Dataset records:
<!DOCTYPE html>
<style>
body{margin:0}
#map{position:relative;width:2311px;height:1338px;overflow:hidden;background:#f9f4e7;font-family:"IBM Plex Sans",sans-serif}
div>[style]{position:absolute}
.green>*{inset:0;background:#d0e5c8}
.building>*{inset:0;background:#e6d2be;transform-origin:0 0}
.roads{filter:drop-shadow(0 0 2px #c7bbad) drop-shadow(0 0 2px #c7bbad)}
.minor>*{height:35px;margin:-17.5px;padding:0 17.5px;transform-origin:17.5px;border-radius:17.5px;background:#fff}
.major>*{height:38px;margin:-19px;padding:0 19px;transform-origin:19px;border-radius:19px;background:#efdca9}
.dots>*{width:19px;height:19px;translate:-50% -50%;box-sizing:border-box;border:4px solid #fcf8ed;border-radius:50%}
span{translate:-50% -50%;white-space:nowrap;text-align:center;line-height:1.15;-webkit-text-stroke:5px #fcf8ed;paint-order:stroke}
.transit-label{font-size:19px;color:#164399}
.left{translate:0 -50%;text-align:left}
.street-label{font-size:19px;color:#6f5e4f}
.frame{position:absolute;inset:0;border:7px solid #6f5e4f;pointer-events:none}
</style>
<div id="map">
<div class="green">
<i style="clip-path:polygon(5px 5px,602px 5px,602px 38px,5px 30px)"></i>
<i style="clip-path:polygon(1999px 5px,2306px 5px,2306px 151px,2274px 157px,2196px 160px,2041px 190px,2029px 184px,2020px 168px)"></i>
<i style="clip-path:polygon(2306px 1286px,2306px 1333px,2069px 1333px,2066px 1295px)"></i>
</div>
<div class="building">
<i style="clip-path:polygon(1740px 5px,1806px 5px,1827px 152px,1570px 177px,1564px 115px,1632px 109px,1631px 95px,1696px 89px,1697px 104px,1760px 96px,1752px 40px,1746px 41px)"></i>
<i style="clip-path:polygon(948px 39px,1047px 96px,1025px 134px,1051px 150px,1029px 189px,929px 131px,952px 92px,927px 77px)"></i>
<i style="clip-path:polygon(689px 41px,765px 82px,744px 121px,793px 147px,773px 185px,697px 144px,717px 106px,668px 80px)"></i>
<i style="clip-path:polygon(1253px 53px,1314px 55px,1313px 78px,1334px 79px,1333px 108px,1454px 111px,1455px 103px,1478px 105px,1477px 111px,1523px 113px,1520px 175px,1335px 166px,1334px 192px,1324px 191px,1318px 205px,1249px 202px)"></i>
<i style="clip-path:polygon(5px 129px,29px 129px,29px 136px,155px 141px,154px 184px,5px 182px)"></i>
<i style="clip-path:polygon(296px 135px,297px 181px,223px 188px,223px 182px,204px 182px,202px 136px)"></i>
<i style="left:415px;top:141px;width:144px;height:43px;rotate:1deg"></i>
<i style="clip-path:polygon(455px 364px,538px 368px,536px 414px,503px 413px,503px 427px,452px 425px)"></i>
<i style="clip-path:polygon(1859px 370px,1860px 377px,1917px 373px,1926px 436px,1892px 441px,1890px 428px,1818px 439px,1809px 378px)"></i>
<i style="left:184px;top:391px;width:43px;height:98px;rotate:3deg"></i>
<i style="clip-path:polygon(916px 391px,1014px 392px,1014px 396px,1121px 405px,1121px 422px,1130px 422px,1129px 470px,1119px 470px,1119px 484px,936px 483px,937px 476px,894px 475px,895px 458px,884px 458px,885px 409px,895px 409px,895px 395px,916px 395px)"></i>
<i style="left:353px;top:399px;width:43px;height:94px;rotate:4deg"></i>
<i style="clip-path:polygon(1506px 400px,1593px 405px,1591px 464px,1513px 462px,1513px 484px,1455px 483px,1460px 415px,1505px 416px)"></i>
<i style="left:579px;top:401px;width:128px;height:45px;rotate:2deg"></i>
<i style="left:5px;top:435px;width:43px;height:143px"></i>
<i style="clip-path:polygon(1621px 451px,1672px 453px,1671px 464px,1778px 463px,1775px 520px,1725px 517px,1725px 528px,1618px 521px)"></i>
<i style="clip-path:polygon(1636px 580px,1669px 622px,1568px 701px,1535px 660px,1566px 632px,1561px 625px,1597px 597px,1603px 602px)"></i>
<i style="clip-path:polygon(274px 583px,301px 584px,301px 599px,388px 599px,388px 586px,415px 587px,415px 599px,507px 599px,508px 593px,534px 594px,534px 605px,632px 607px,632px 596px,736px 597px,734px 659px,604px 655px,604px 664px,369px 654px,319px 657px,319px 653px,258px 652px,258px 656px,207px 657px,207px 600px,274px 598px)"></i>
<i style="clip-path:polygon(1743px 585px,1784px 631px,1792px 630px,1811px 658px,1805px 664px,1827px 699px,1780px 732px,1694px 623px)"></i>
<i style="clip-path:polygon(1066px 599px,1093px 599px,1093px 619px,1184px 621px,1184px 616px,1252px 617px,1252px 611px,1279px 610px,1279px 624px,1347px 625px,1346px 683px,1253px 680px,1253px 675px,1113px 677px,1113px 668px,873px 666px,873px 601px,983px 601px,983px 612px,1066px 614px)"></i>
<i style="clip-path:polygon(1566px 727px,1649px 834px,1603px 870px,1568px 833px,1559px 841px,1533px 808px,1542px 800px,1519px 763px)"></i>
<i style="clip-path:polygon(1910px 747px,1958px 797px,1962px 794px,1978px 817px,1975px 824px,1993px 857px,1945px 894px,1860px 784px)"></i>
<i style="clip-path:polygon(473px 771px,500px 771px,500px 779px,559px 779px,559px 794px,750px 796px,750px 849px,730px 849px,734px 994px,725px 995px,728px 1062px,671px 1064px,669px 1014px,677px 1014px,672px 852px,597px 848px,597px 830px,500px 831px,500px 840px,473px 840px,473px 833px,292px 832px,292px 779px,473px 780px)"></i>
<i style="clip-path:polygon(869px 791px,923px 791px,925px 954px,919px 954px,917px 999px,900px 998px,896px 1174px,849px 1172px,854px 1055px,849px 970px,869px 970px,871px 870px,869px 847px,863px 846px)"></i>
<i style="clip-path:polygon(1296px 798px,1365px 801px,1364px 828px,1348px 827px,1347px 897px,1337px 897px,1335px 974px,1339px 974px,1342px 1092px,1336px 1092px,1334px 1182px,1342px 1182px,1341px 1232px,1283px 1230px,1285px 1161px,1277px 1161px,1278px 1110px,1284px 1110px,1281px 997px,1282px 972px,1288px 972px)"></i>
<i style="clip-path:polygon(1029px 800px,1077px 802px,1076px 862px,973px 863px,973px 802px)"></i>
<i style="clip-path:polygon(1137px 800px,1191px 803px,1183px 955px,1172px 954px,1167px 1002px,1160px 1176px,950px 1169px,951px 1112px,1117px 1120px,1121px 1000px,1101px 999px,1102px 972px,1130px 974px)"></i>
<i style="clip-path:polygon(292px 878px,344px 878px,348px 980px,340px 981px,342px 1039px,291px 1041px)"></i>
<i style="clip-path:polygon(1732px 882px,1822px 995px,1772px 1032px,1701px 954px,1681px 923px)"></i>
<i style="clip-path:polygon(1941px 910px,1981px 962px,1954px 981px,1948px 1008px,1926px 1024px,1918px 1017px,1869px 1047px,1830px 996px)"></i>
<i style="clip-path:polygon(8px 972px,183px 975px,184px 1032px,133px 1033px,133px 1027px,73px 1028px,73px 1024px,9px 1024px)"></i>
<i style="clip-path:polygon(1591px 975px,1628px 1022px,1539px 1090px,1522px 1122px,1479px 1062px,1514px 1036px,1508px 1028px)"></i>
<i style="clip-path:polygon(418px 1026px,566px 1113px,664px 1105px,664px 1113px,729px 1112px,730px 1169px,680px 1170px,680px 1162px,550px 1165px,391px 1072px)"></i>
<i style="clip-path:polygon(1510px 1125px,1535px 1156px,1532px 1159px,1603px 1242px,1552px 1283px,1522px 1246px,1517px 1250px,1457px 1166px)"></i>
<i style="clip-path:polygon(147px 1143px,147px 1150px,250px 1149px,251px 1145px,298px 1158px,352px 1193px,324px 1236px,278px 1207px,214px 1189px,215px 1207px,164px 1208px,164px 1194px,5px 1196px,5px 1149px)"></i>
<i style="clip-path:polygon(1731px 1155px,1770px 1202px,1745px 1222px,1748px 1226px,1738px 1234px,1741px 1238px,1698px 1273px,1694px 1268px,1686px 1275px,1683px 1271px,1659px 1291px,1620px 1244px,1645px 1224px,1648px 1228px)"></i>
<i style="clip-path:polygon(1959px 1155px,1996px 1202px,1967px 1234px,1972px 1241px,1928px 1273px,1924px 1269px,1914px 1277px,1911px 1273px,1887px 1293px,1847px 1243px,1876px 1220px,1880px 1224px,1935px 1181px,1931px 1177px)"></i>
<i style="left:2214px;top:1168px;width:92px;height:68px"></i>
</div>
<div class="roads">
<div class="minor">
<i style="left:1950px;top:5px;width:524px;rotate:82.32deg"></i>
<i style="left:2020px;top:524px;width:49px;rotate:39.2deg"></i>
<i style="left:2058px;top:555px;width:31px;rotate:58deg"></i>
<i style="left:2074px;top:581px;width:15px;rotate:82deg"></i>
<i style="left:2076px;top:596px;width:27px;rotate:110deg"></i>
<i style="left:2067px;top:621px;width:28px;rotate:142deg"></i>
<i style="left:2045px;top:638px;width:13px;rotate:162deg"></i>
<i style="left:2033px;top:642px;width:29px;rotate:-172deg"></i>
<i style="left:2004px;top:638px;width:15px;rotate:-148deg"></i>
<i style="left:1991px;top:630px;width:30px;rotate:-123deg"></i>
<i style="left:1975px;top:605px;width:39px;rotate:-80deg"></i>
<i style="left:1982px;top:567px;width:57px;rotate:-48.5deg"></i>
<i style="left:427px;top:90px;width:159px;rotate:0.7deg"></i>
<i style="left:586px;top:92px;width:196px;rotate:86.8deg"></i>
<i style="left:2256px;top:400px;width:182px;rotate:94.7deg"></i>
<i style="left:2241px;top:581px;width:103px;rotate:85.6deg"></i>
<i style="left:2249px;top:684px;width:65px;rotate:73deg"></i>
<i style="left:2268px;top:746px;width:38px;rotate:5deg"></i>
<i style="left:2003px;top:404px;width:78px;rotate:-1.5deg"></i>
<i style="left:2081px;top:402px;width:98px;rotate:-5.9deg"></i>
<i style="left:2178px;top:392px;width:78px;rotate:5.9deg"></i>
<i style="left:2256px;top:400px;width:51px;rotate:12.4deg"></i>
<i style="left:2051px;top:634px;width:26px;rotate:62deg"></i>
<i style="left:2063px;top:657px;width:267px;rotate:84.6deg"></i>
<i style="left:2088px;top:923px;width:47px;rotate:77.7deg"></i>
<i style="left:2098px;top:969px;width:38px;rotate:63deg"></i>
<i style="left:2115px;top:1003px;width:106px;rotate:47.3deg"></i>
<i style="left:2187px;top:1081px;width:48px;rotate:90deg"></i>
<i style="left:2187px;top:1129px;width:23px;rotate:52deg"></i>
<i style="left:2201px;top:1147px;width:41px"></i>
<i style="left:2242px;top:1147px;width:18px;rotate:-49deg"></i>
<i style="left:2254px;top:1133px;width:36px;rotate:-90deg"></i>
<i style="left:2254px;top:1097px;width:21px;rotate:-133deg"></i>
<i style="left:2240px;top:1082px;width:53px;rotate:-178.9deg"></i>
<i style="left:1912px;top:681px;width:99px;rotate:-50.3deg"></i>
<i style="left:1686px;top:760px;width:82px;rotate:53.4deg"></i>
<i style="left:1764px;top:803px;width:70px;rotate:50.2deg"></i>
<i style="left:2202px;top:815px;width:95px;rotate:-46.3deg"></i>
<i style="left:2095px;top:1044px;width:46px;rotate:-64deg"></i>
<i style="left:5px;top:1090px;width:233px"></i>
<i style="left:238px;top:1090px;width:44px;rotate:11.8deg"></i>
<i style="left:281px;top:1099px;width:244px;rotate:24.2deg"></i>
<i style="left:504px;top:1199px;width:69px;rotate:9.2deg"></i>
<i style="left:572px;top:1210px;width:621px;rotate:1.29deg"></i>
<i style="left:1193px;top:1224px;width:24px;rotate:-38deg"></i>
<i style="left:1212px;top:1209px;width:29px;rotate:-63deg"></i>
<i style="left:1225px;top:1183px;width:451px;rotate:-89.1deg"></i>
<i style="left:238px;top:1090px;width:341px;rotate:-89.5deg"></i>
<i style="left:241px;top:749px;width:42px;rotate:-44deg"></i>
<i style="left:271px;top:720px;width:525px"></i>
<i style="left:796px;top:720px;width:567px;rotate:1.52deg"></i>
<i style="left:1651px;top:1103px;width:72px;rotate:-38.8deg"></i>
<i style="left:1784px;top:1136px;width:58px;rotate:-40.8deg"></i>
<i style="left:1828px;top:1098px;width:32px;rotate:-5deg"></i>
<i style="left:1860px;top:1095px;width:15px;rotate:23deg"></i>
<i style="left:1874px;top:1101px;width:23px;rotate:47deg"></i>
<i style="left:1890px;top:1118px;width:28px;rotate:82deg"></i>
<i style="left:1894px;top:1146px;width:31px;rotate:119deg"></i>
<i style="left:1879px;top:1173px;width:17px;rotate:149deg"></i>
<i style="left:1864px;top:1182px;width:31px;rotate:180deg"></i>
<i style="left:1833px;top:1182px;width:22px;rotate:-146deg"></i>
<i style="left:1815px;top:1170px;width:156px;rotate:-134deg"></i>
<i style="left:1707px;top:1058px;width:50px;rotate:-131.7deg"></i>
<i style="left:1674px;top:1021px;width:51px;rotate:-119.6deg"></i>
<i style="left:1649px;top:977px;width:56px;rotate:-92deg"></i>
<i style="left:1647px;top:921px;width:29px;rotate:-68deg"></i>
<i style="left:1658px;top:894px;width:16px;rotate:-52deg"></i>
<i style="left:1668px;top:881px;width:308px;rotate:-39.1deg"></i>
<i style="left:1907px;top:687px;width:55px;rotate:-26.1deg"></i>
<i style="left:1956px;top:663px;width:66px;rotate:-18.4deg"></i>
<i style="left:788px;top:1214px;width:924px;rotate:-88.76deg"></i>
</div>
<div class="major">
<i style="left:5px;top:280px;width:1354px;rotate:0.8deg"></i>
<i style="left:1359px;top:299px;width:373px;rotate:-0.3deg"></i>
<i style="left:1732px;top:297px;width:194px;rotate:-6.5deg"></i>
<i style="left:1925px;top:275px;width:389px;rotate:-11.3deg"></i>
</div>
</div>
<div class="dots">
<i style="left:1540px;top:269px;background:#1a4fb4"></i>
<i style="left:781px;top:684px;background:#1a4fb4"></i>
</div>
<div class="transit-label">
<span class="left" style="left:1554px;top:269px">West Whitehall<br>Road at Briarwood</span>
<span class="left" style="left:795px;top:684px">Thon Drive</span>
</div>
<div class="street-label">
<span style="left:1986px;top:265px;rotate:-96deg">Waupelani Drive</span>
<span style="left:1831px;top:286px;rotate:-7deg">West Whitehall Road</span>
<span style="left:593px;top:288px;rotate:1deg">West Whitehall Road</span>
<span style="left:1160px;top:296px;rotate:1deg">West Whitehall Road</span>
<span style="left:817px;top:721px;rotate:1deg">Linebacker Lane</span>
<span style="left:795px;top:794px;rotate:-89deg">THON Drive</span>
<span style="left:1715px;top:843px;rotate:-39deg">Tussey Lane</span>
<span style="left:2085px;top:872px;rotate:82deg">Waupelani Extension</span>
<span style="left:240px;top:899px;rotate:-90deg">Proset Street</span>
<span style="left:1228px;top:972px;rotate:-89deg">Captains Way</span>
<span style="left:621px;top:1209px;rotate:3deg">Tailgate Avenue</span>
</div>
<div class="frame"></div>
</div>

What is needed: Ending with the line containing "2px #c7bbad) drop-shadow(0", please print exactly the lines of the material above from its first line onward, and nothing else.

Solution for this problem:
<!DOCTYPE html>
<style>
body{margin:0}
#map{position:relative;width:2311px;height:1338px;overflow:hidden;background:#f9f4e7;font-family:"IBM Plex Sans",sans-serif}
div>[style]{position:absolute}
.green>*{inset:0;background:#d0e5c8}
.building>*{inset:0;background:#e6d2be;transform-origin:0 0}
.roads{filter:drop-shadow(0 0 2px #c7bbad) drop-shadow(0 0 2px #c7bbad)}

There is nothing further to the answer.